Note the similarity of RK4 to Simpson’s rule for integration.

Adaptive timesteps

So far we’ve been integrating with a fixed timestep. This gives us no real control over the error. What we would like to do is take a small timestep when the solution is changing fast, and a larger timestep when the solution changes more slowly.

To do this, we need to be able to assess the error in our solution as we integrate. There are lots of different ways to do this in the literature:

  • Take two half steps and compare to one full step

  • Compare higher and lower order methods (sometimes the lower order method is embedded in the higher-order method, for instance this is the RK45 method used by SciPy).

We’ll do the first method here, as it is the simplest. Consider integrating a function \(y(t)\) through some timestep \(\tau\):

_images/adaptive_timestep.png

Fig. 14 Adaptive timestep comparing \(\tau/2\) steps to a single \(\tau\) step.

The top evolution takes a single step of size \(\tau\) while the bottom takes two steps each of \(\tau/2\). These two integrations both end at \(y(t+\tau)\), but we expect the one that took 2 half steps to be more accurate (since the truncation error is smaller).

Now, we know that RK4 is locally 5th order accurate, so that means that for our single step, the error will be:

\[\epsilon \sim \tau^5\]

And imagine that we wanted to achieve an error of \(\epsilon_\mathrm{want}\)—there is a timestep \(\tau_\mathrm{est}\) that would get this:

\[\epsilon_\mathrm{want} \sim \tau_\mathrm{est}^5\]
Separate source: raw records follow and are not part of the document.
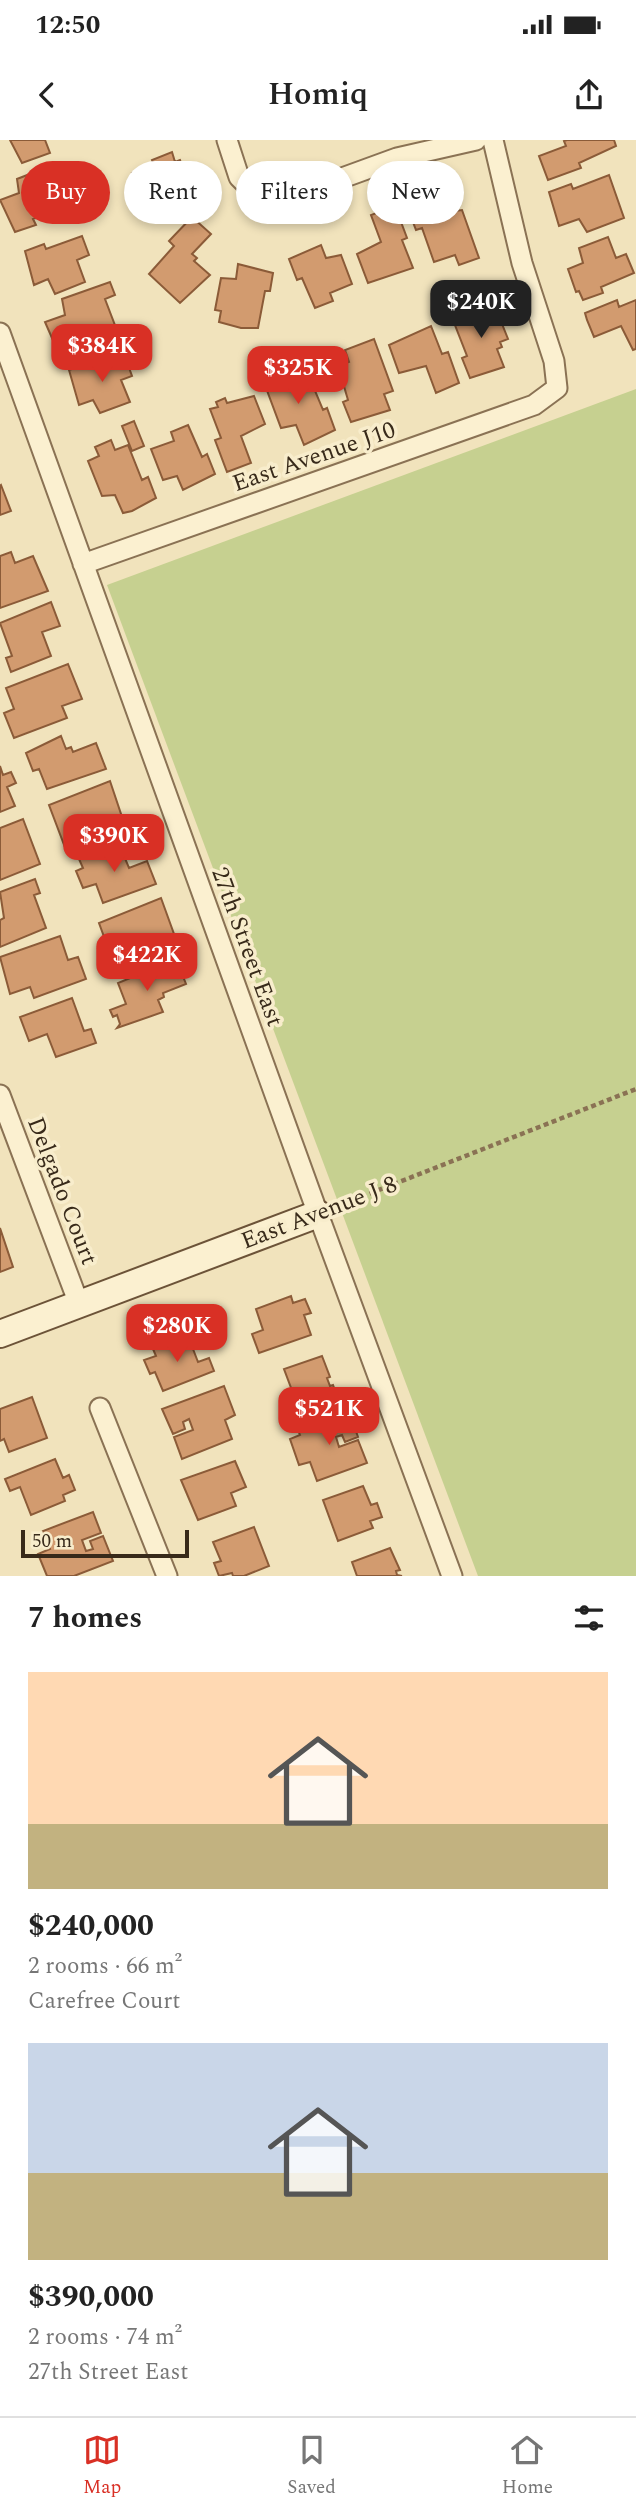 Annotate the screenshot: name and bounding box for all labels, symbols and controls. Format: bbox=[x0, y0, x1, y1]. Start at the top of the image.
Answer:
text: 12:50 bbox=[35, 5, 100, 45]
text: Homiq bbox=[268, 70, 368, 119]
icon: back bbox=[28, 76, 66, 114]
icon: share bbox=[570, 76, 608, 114]
chip: Buy bbox=[21, 161, 110, 224]
chip: Rent bbox=[124, 161, 222, 224]
chip: Filters bbox=[236, 161, 353, 224]
chip: New bbox=[367, 161, 464, 224]
pin: $240K bbox=[432, 280, 530, 340]
text: $240K bbox=[446, 285, 516, 320]
pin: $384K bbox=[53, 324, 151, 384]
text: $384K bbox=[67, 329, 137, 364]
pin: $325K bbox=[249, 346, 347, 406]
text: $325K bbox=[263, 351, 333, 386]
street label: East Avenue J10 bbox=[227, 412, 401, 502]
pin: $390K bbox=[65, 814, 163, 874]
text: $390K bbox=[79, 819, 149, 854]
street label: 27th Street East bbox=[201, 862, 293, 1032]
pin: $422K bbox=[98, 934, 196, 993]
text: $422K bbox=[112, 938, 182, 973]
street label: Delgado Court bbox=[17, 1112, 107, 1270]
street label: East Avenue J 8 bbox=[236, 1167, 402, 1259]
pin: $280K bbox=[128, 1304, 226, 1364]
text: $280K bbox=[142, 1309, 212, 1344]
pin: $521K bbox=[280, 1388, 378, 1447]
text: $521K bbox=[294, 1392, 364, 1427]
scale bar bbox=[21, 1527, 189, 1559]
text: 50 m bbox=[32, 1527, 72, 1556]
text: 7 homes bbox=[28, 1595, 142, 1641]
icon: filters bbox=[570, 1599, 608, 1637]
icon: home bbox=[255, 1718, 381, 1844]
text: $240,000 bbox=[28, 1903, 154, 1949]
text: 2 rooms · 66 m² bbox=[28, 1949, 182, 1984]
text: Carefree Court bbox=[28, 1984, 181, 2019]
icon: home bbox=[255, 2089, 381, 2215]
text: $390,000 bbox=[28, 2274, 154, 2320]
text: 2 rooms · 74 m² bbox=[28, 2320, 182, 2355]
text: 27th Street East bbox=[28, 2355, 188, 2390]
tab: Map bbox=[83, 2431, 121, 2502]
tab: Saved bbox=[287, 2431, 336, 2502]
tab: Home bbox=[502, 2431, 553, 2502] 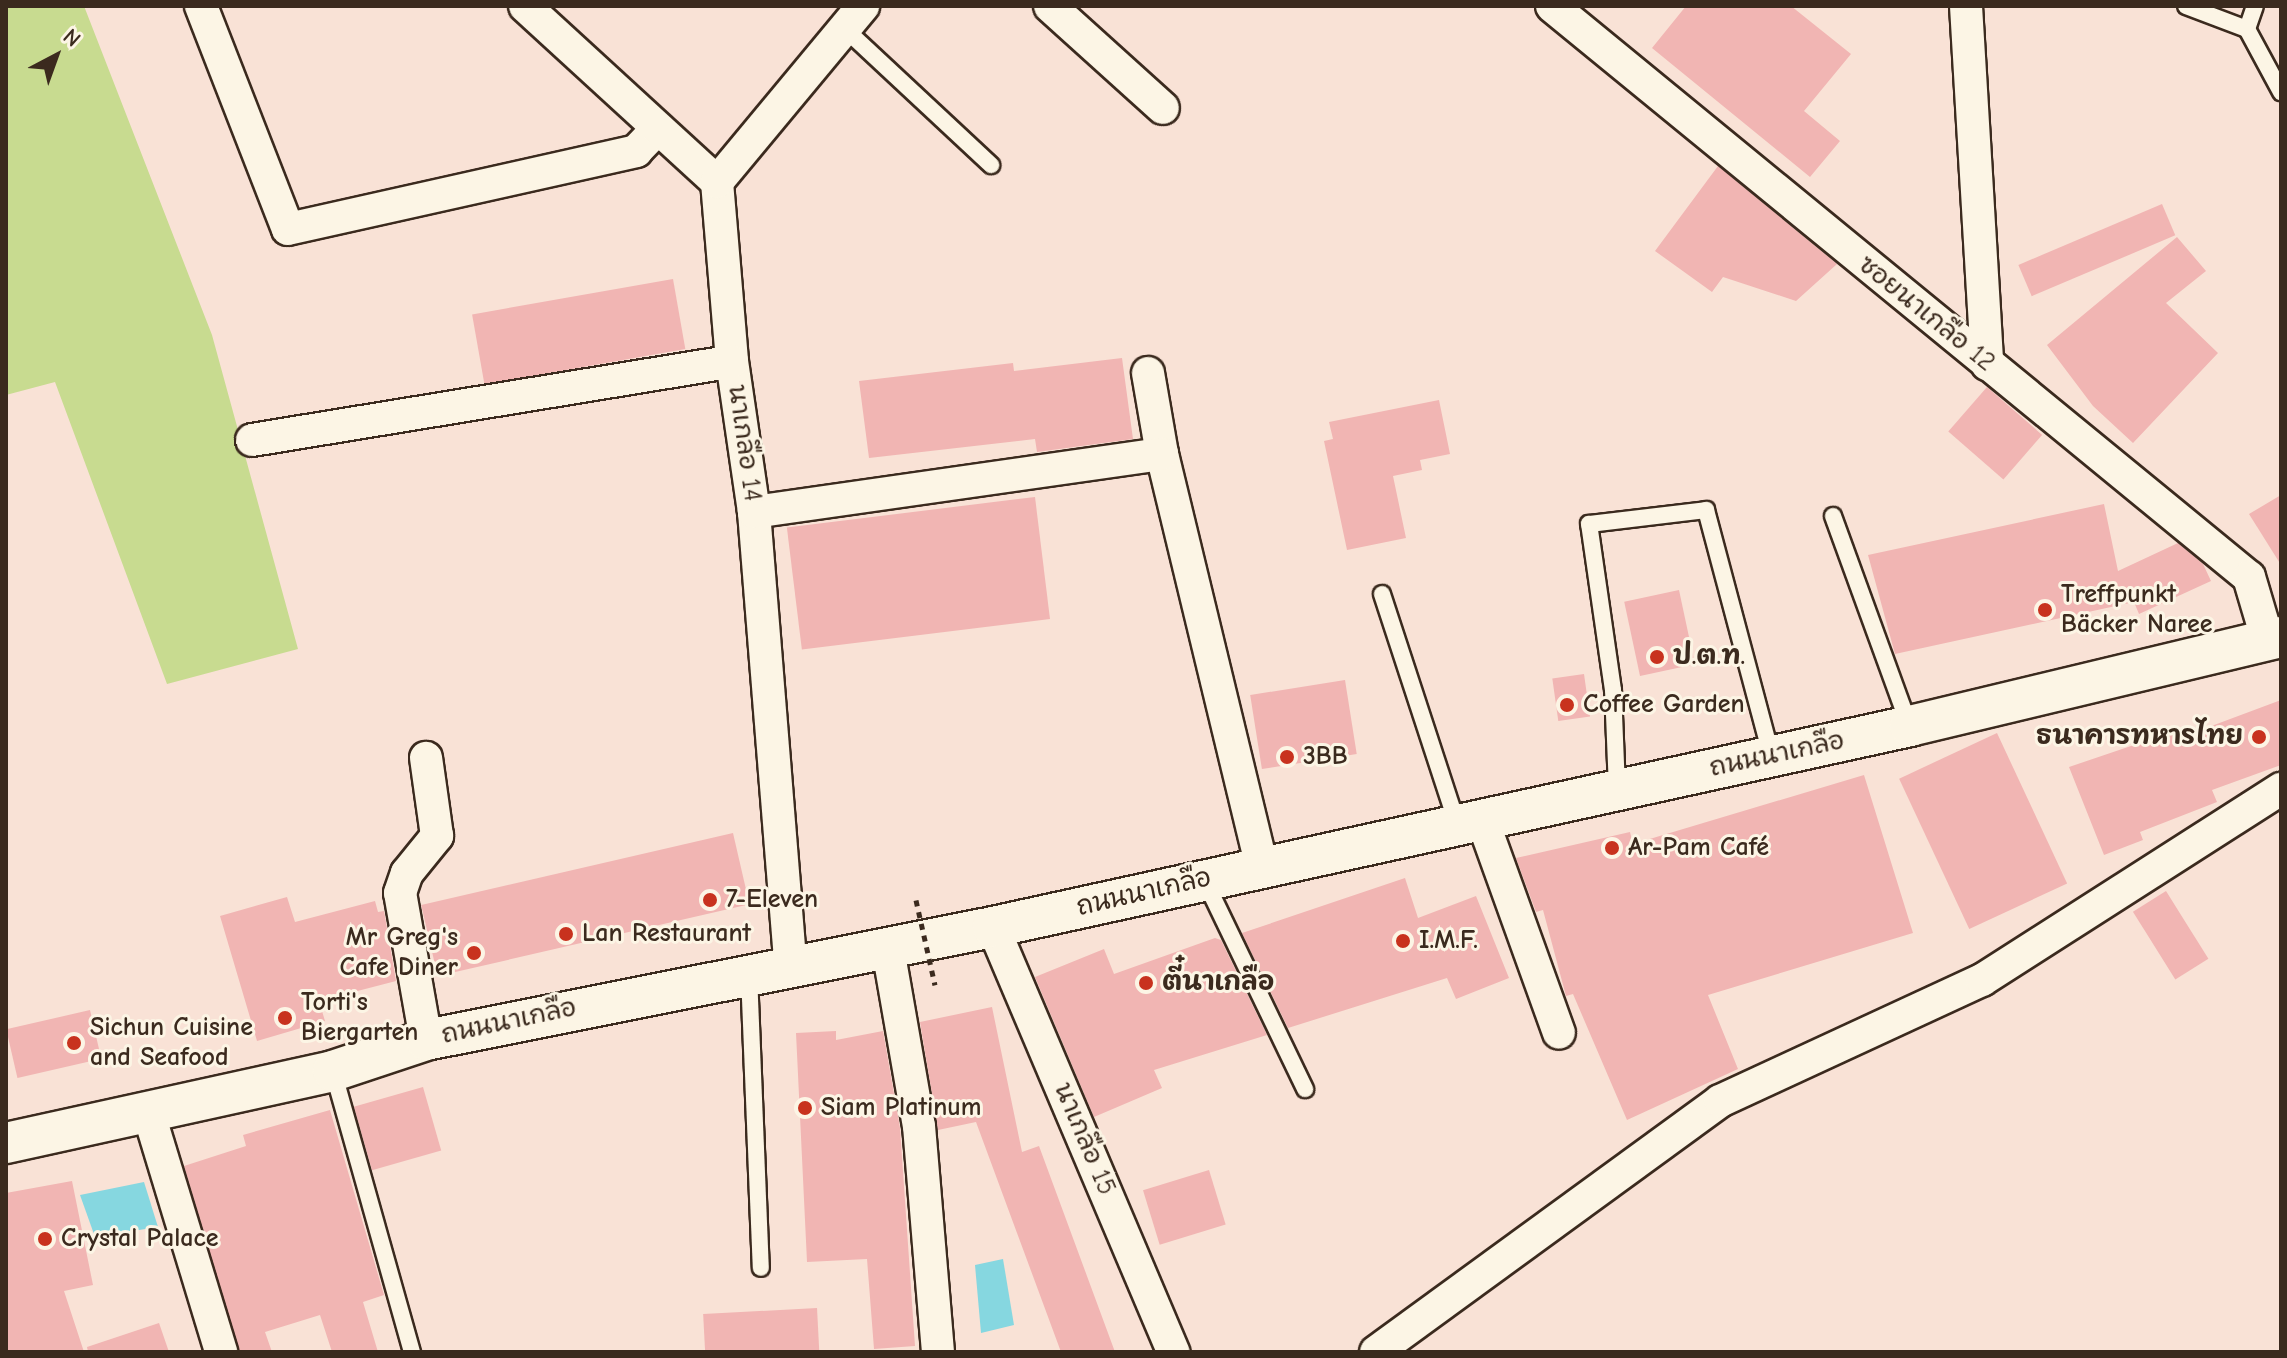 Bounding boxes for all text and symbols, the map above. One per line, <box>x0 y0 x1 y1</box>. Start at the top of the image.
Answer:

If we take the ratio of these, then any proportionality cancels, and we have

\[\tau_\mathrm{est} = \tau \left (\frac{\epsilon_\mathrm{want}}{\epsilon} \right)^{1/5}\]

If we were not accurate enough, this would predict a finer timestep that would give us our desired accuracy. And if we were too accurate, then this would tell us how much we could increase the timestep while maintaining our desired accuracy.

Let’s consider doing this with RK4. Our approach will be:

  1. Integrate from \(y(t)\) to \(y(t+\tau)\) using a single timestep, \(\tau\).

    Call the solution \(y^\mathrm{single}\)

  2. Integrate from \(y(t)\) to \(y(t+\tau)\) using two steps of size \(\tau/2\).

    Call the solution \(y^\mathrm{double}\)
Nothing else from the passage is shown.